Oil and water do not mix!
They are said to be immiscible. You can temporarily mix the two if you put the two liquids in one container and give it a rather vigorous shake. However, after a while, the two will once again separate.
Fundamental and quant investors are also immiscible. Just like their liquid analogues, these two groups of professionals are in some ways similar but mostly different and don’t mix well. That vigorous shake, in investment organizational terms, can be either a strong incentive to collaborate, perhaps combined with a structure or a process which makes the two strongly interdependent. Over the intermediate to long term, however, nature will prevail and two groups come apart and/or one of them disappears.
The question you might ask yourself is why does that happen and how can we overcome that?
There are a number of reasons the two groups of investors don’t mix. People working in these companies usually come from different educational backgrounds (quants learn math and engineering and take a top-down approach to investment decision making that starts with a vast quantity of market data; fundamental investors (aka quals) study economics and learn a bottom-up investment process that seeks to identify the future value of a single stock).
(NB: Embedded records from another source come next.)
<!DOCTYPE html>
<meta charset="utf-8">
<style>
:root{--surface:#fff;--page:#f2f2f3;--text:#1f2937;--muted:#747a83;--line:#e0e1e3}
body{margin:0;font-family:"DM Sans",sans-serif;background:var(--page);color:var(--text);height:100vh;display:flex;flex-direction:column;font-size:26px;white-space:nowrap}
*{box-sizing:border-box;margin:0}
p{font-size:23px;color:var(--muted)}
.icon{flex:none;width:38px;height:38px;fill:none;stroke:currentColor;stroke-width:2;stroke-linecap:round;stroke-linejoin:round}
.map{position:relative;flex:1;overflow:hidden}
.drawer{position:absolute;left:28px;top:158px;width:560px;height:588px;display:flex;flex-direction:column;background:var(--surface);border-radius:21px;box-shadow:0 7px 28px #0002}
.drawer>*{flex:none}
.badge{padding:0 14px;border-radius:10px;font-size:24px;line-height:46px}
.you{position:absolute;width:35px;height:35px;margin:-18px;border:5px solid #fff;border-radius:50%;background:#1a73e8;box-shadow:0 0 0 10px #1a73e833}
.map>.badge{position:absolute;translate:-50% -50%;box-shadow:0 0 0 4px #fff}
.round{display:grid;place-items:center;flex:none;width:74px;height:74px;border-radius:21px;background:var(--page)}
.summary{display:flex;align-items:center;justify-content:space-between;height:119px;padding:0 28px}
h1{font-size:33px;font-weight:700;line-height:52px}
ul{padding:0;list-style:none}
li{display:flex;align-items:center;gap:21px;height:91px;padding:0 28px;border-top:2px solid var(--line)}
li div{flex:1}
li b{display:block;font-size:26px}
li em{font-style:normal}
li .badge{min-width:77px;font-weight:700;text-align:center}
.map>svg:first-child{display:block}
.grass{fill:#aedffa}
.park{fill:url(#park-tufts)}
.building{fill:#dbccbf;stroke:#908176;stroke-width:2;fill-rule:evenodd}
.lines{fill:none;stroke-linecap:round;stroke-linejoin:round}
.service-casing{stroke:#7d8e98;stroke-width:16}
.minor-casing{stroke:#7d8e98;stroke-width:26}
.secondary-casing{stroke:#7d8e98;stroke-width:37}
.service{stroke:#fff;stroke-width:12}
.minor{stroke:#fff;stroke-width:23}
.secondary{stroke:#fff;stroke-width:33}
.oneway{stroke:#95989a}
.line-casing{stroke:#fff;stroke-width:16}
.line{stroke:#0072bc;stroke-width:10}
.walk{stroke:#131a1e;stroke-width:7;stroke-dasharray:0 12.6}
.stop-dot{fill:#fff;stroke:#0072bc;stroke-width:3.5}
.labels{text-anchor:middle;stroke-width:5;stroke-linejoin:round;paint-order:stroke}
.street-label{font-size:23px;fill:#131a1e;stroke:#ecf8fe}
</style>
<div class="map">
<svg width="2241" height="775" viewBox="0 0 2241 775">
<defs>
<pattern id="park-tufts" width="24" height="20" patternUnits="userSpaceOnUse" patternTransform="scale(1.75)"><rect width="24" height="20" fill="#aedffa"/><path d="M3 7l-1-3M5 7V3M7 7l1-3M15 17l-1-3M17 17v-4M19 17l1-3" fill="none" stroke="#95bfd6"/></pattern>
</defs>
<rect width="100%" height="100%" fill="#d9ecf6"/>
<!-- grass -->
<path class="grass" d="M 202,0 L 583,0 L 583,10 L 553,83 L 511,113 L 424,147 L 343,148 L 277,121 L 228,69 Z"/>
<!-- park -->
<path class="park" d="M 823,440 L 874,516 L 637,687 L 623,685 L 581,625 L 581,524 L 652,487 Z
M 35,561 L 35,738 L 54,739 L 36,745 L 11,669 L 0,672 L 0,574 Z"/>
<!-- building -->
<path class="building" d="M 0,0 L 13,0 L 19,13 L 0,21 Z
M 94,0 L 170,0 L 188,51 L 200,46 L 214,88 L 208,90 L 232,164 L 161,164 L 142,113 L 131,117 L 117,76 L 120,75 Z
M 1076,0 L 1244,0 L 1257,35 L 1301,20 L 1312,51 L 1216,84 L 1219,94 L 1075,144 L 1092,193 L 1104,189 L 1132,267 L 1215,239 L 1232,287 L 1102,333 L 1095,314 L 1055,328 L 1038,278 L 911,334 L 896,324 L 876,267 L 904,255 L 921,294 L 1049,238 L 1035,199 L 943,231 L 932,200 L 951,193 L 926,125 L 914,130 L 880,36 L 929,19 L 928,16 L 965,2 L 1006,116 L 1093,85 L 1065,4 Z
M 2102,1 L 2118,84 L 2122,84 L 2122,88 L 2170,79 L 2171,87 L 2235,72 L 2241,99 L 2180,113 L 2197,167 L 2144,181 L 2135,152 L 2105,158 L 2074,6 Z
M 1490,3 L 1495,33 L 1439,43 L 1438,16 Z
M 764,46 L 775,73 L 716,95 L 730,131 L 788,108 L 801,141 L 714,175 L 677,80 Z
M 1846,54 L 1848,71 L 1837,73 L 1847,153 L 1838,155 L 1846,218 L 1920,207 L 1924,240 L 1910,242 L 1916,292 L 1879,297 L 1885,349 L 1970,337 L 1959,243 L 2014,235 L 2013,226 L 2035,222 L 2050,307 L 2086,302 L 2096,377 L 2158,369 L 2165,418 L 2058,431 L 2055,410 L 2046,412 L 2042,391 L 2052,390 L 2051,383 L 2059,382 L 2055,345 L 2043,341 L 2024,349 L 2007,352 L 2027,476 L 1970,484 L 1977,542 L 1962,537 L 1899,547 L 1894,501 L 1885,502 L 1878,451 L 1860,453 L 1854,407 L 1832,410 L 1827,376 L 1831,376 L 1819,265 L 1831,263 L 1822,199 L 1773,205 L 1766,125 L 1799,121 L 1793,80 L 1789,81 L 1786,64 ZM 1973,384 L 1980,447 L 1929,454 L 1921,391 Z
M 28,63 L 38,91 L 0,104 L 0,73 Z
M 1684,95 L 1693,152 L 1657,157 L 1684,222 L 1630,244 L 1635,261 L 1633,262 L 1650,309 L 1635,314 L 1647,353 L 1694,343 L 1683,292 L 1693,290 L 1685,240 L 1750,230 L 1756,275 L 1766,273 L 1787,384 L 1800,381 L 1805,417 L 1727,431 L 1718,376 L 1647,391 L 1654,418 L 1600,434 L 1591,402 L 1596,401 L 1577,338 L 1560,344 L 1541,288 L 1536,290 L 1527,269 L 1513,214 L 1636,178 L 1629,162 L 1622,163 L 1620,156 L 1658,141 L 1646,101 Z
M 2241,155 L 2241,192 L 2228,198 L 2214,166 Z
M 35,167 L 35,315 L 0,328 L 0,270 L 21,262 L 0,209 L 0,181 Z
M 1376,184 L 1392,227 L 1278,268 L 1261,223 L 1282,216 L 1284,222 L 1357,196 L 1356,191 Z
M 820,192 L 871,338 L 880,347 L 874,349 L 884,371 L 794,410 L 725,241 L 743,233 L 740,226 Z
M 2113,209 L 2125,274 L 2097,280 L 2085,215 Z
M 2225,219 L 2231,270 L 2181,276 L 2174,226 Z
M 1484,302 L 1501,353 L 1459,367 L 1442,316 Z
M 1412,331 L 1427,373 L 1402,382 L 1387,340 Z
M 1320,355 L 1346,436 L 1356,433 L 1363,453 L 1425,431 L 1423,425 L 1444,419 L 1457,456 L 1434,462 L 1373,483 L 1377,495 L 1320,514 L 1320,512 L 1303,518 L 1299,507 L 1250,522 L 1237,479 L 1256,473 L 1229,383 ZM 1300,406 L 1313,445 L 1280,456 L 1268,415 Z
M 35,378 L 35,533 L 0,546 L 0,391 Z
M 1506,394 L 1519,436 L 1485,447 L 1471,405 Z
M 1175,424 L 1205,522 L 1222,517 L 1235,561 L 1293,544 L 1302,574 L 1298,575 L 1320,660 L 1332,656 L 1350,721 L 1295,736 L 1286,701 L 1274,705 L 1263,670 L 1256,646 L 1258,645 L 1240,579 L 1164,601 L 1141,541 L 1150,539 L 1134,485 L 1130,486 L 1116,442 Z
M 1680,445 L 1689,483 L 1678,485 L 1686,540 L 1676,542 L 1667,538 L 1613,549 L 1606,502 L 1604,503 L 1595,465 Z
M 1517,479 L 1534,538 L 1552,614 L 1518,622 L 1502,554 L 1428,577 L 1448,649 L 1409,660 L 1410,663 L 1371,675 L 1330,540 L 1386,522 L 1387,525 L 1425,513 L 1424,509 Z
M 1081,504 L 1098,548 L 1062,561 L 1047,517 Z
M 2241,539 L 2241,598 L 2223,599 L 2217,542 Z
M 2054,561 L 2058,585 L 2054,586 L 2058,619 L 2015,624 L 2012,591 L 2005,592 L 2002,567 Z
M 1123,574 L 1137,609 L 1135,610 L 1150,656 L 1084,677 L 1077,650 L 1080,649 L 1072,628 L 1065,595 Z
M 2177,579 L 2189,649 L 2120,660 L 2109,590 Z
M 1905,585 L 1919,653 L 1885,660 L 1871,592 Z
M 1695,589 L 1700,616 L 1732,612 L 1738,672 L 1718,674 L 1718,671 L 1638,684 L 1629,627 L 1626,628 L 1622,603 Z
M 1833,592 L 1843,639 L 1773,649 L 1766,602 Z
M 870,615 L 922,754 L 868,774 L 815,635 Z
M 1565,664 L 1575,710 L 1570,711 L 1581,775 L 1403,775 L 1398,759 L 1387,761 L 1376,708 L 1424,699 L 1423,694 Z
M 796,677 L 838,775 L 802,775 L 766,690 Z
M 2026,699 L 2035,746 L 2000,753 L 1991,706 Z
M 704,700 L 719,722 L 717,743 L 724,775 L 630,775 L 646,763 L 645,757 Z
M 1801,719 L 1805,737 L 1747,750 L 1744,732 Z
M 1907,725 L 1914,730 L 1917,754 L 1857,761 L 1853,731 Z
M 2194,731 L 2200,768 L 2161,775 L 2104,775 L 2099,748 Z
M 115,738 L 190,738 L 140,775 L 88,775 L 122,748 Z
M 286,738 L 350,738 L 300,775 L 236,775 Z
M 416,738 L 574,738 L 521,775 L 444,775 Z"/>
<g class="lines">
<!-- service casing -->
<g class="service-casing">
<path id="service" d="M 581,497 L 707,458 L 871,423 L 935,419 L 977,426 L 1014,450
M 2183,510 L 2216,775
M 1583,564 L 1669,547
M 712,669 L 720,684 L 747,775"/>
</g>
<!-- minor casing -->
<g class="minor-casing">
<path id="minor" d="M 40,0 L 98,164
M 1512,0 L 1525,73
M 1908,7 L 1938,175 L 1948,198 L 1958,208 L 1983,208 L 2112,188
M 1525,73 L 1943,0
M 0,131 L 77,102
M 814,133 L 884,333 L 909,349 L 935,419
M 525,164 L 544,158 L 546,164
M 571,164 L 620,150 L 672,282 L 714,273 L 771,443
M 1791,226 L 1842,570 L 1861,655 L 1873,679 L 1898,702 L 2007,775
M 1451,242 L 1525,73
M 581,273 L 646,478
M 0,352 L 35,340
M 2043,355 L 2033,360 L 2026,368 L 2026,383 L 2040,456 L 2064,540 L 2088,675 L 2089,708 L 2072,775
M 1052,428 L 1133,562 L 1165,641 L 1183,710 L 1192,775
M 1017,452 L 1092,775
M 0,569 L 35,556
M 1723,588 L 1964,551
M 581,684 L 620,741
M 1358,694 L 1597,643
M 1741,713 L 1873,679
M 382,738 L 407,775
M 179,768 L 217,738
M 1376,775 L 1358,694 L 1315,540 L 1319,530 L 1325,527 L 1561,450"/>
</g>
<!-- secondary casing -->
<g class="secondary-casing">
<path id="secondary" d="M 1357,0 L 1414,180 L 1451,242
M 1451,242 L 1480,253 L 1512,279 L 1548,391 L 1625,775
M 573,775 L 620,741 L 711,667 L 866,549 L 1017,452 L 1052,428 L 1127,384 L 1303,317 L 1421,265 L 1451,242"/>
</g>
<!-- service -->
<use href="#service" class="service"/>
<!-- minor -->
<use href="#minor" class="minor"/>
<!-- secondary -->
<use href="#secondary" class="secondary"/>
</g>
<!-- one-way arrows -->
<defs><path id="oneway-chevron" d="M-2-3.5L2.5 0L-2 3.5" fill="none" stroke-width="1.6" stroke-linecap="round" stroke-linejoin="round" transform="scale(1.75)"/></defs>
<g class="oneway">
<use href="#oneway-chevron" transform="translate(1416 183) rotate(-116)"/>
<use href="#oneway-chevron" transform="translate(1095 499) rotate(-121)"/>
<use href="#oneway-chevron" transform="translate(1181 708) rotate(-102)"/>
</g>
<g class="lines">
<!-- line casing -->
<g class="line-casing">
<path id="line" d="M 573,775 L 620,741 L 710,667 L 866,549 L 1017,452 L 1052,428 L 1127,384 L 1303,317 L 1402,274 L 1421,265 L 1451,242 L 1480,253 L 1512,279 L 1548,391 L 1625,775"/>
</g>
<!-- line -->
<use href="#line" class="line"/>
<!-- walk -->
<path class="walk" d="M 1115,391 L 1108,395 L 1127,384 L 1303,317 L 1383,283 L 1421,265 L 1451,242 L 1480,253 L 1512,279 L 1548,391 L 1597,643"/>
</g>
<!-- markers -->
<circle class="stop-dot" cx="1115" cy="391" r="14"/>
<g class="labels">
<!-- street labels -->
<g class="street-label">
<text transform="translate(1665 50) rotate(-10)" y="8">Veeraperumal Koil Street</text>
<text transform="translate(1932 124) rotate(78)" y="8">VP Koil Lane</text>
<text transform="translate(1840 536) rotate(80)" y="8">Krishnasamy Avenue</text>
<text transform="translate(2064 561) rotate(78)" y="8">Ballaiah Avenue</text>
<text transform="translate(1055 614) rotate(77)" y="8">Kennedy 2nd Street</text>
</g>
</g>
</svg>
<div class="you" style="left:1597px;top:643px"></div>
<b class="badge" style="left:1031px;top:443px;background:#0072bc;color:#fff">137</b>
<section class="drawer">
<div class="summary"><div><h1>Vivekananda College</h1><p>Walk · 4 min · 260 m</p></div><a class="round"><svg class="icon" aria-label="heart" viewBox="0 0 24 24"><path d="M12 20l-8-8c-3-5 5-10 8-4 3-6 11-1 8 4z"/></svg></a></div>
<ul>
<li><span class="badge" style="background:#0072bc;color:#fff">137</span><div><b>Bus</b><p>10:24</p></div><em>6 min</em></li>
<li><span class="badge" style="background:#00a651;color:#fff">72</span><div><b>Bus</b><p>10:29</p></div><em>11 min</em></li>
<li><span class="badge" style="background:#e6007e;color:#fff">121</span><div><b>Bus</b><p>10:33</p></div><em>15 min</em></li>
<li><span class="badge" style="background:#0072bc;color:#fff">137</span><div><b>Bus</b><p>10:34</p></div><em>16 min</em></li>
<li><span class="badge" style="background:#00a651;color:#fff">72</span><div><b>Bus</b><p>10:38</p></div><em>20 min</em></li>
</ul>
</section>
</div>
Quants and quals have different personalities, speak different professional languages (acronyms), look at the world in a different way and use completely different processes. The outcome of their work, their portfolios, look very different and (perhaps most importantly) clients will put them in completely separate boxes and treat them differently.
If you were to strike up a watercooler conversation about their positioning, they would also be quite different. A fundamental investor is very likely to know why a company exists, how it makes money, have an outlook for its business and industry (presumably different from what is already priced into the shares), have had numerous meetings with its management team, competition, certain large customers and regulators, where relevant. A quantitative investor will frequently not know much beyond the ticker of the company but instead be well aware of the types of factors the portfolio is exposed to and very little beyond that. Don’t be surprised if they don’t know what the company actually does or whether it’s expected to be free cash flow positive over the next few years.
Now, suppose that conversation is not by the watercooler but after a few drinks, following a period of bad performance in client portfolios. Necessitating some explanation and attribution, fundamental investors would say quants are a bunch of geeks who don’t understand how the world works; quants would describe fundamentalists are a bunch of overpaid idiots.
An interdisciplinary approach in bringing quantitative tools to fundamental management is a tremendous opportunity. Such a differentiated approach allows for delivery of superior returns which are not correlated with quantitative strategies. At the same time, the process is highly repeatable and scalable, does not have behavioural biases, and is transparent.
Using an innovative, differentiated approach means we will have to continue explaining to our potential clients about how this process ends up giving them potential upside to their portfolios and investment returns. So, just like understanding the chemical properties of an emulsifier in keeping oil and water together, it takes a bit of patience and reading up to understand how this process can bring the best of both worlds from fundamental and quant.